# Switching religions......



## drsx (Sep 8, 2010)

I'm hoping for at least 10 wives in heaven.........


----------



## xxxxxxBirdDogger (Mar 7, 2008)

A virgin ain't a virgin because of her good looks. Be careful what you wish for.


----------



## JuddCT (Sep 7, 2007)

10 mother in laws shouldn't be your wish.


----------



## proutdoors (Sep 24, 2007)

JuddCT said:


> 10 mother in laws shouldn't be your wish.


Are you saying you don't like your mother-in-law.......? :shock:


----------



## drsx (Sep 8, 2010)

Hahaha well I think I have to kill extra to get the wives without the inlaws.


----------



## longbow (Mar 31, 2009)

All you'll end up with is a bunch of Star Trek fanatics.


----------



## JuddCT (Sep 7, 2007)

proutdoors said:


> JuddCT said:
> 
> 
> > 10 mother in laws shouldn't be your wish.
> ...


I love my MIL, just don't want 10.


----------



## proutdoors (Sep 24, 2007)

8) 

I figured as much, she sure adores you. Last time I talked to her about you I puked in my mouth........ :mrgreen:


----------



## digginfreek (Dec 5, 2007)

The punishment for polygamy was more in-laws.... some fellas got around it by marrying sisters. 

No, I'm not by any means promoting it... I wouldn't wish that on anyone


----------



## 2full (Apr 8, 2010)

A few of us hunt'n buddies have started our own religion for the summertime and fall.
It is called "Church of The Pines".
Even have our sign etched into a rock at the edge of a clearing.
Some weekends the wives even come to our services.
And, we don't have to worry about extra mother-in-law's.
I can't say much about the polygamy.............my grandpa was born in Mexico in the colonies while great-grandpa was on a "work mission". :O•-:


----------



## bowgy (Oct 10, 2007)

> I'm hoping for at least 10 wives in heaven.........


Uhhh..... I am thinking 10 wives would be more like the other place 



> A few of us hunt'n buddies have started our own religion for the summertime and fall.
> It is called "Church of The Pines".
> Even have our sign etched into a rock at the edge of a clearing.

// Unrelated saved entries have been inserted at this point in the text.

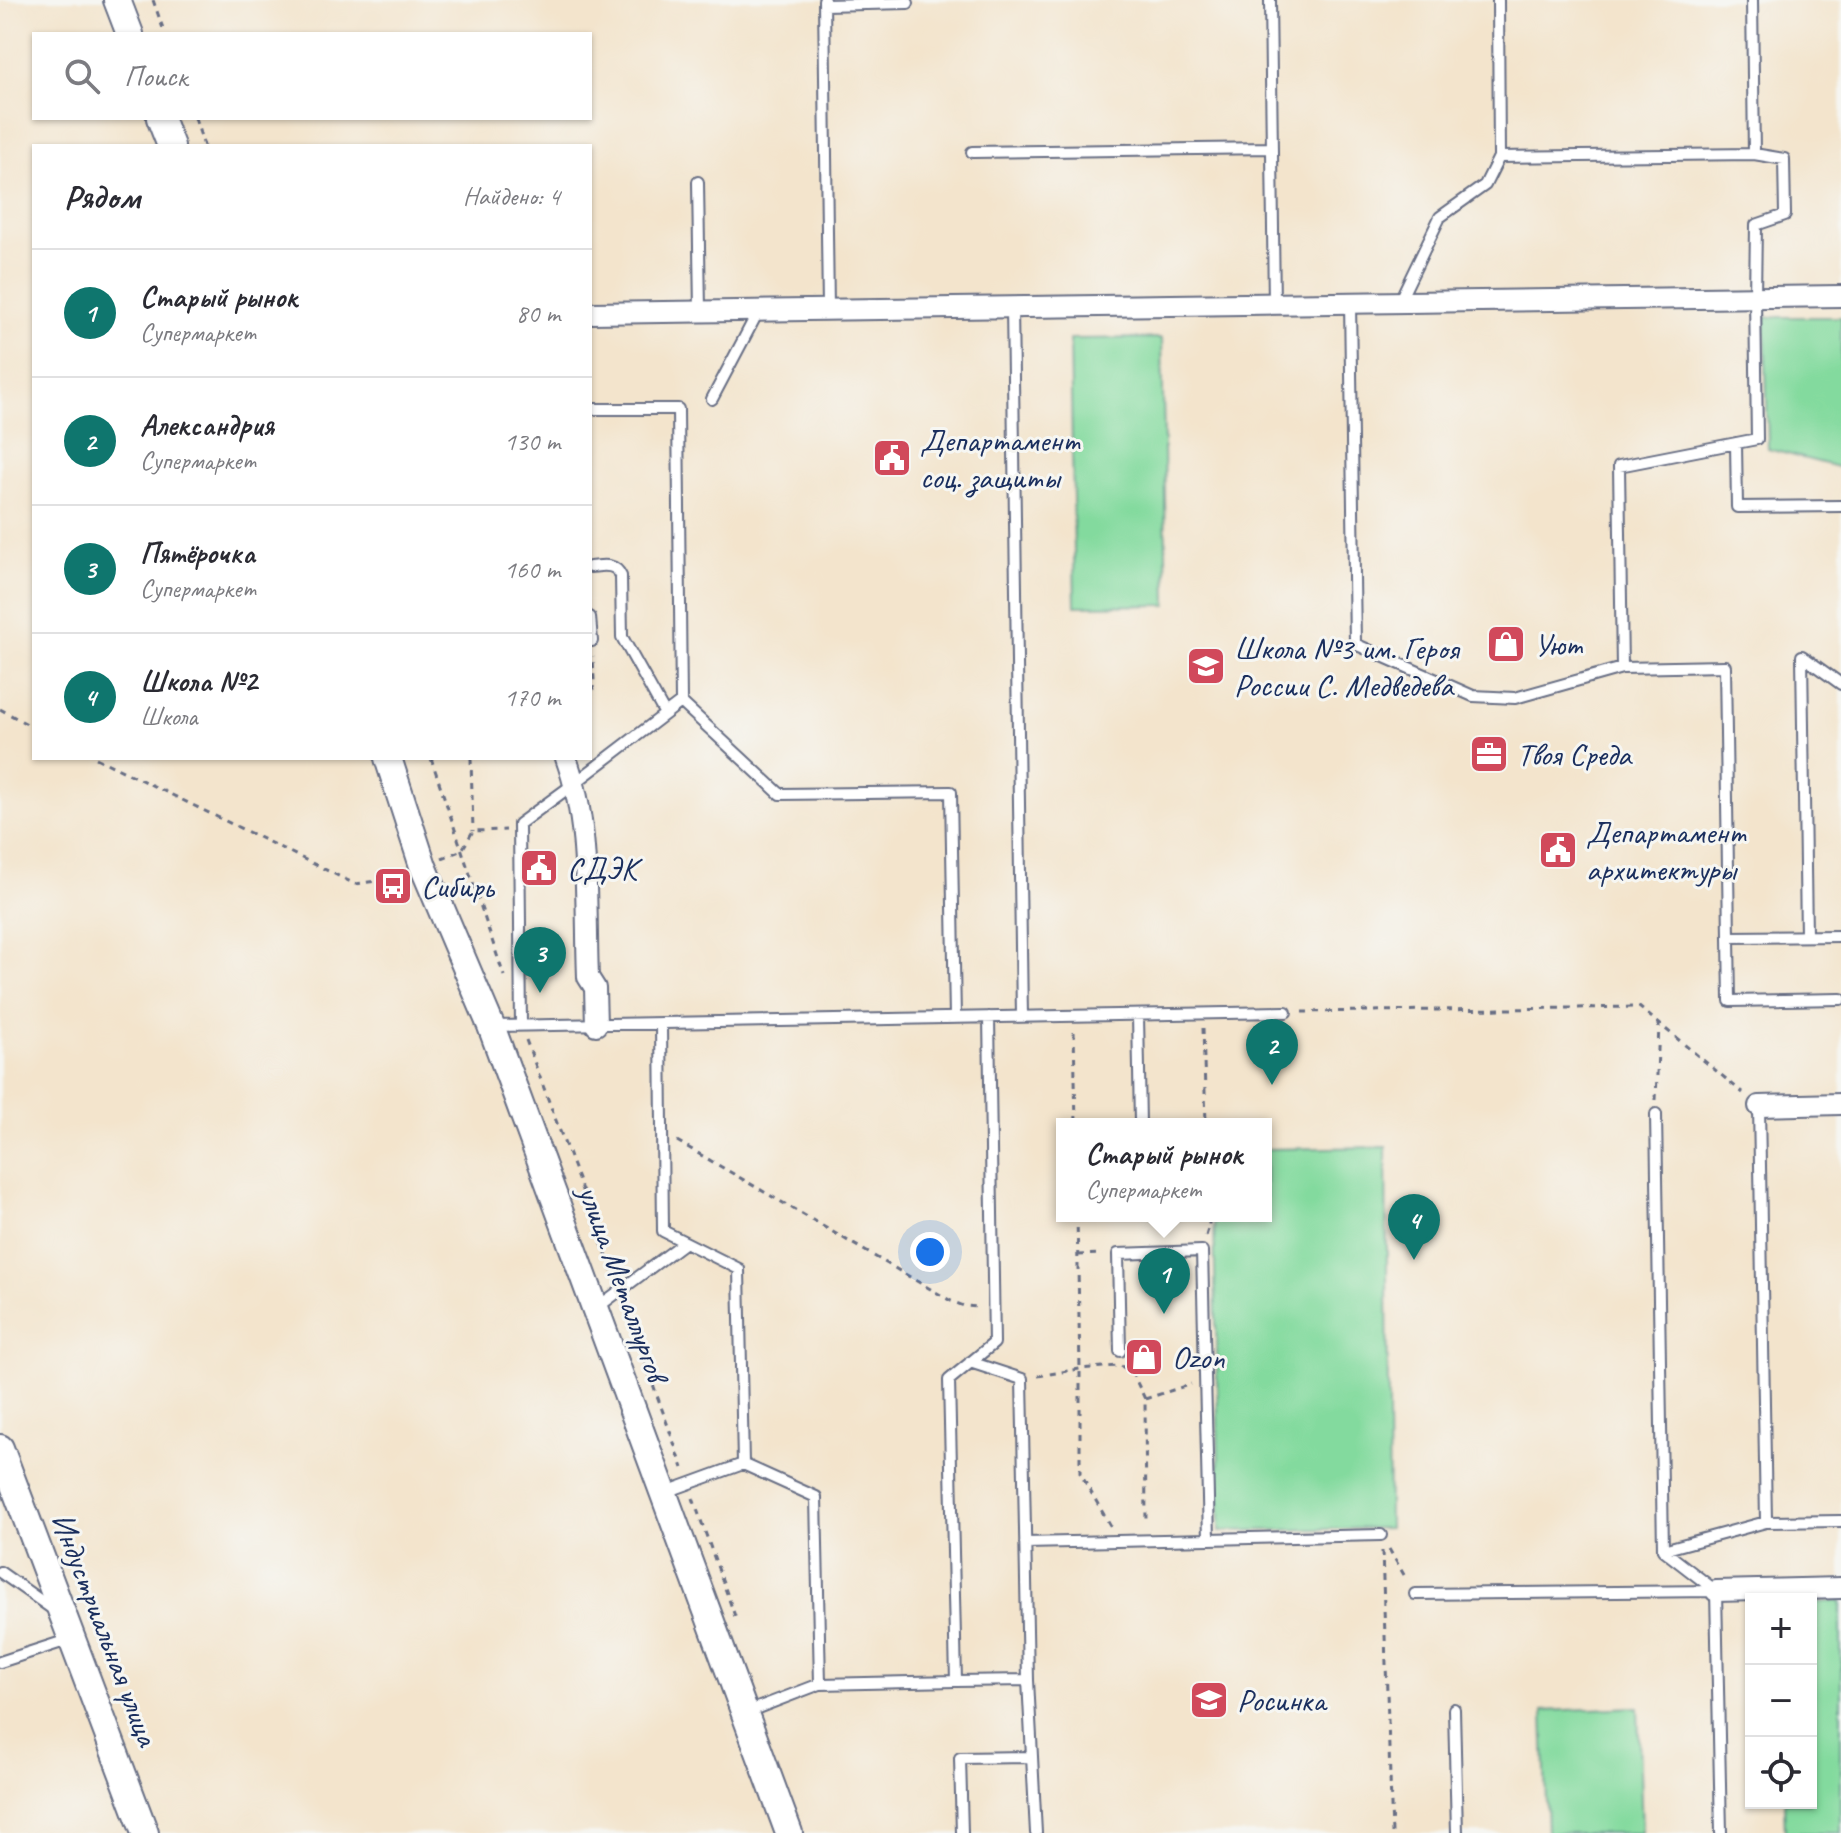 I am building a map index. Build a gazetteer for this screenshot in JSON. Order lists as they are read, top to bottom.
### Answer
{
  "streets": {
    "street": ["улица Металлургов", "Индустриальная улица"]
  },
  "places": {
    "public building": ["Департамент соц. защиты", "Департамент архитектуры", "СДЭК"],
    "shop": ["Уют", "Ozon"],
    "school or university": ["Школа №3 им. Героя России С. Медведева", "Росинка"],
    "office": ["Твоя Среда"],
    "bus stop": ["Сибирь"]
  },
  "page": {
    "search": "Поиск",
    "heading": ["Рядом", "Найдено: 4"],
    "list": [
      {
        "mark": "1",
        "name": "Старый рынок",
        "note": "Супермаркет",
        "value": "80 m"
      },
      {
        "mark": "2",
        "name": "Александрия",
        "note": "Супермаркет",
        "value": "130 m"
      },
      {
        "mark": "3",
        "name": "Пятёрочка",
        "note": "Супермаркет",
        "value": "160 m"
      },
      {
        "mark": "4",
        "name": "Школа №2",
        "note": "Школа",
        "value": "170 m"
      }
    ],
    "pins": [
      "3",
      "2",
      "4",
      "1"
    ],
    "popup": ["Старый рынок", "Супермаркет"],
    "map_buttons": ["+", "−"]
  }
}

If us Mormons converted, would that mean we could get Sundays off and a 10 percent pay raise?


----------



## Bax* (Dec 14, 2008)

longbow said:


> All you'll end up with is a bunch of Star Trek fanatics.


Just like this


----------



## Al Hansen (Sep 7, 2007)

-_O- -_O- -_O-


----------



## drsx (Sep 8, 2010)

Haha I love the Trekkies.


----------



## 2full (Apr 8, 2010)

bowgy,
You only get Sundays off and a 10% raise summer and fall.
We are actually a diverse group with 3 different real religions attending........... :mrgreen:
Anyone and everyone welcome !!!


----------



## riptheirlips (Jun 30, 2008)

2full said:


> bowgy,
> You only get Sundays off and a 10% raise summer and fall.
> We are actually a diverse group with 3 different real religions attending........... :mrgreen:
> Anyone and everyone welcome !!!


Do you serve wine at your meeting??


----------



## 2full (Apr 8, 2010)

It's BYOB. If that's what you want. 
It's a personal choice, some do, some don't.


----------



## Mr Muleskinner (Feb 14, 2012)

munni said:


> Well, you are hopping at least 10 wives in heaven. but what work will take us in heaven? please tell me if you know.


According to many of the Shiite and Sunni, sacrificing ones own life in the "Wholy War" will do the trick. Personally I think the radicals would serve the Almighty much better if they would just jump off a cliff. Rolling down a sand dune doesn't count.


----------



## JuddCT (Sep 7, 2007)

Mr Muleskinner said:


> munni said:
> 
> 
> > Well, you are hopping at least 10 wives in heaven. but what work will take us in heaven? please tell me if you know.
> ...


I think you are promised "virgins", but it doesn't specify gender so tread lightly. :lol:


----------



## Fishrmn (Sep 14, 2007)

Walk around and look at the old women who've never been married. There is usually a very obvious reason why they've never been with a man. No man wants to be with them, in this life or the next. They're virgins. Maybe that's what they'll get.


----------



## drsx (Sep 8, 2010)

Hahaha..... true it never said gender...... effff


----------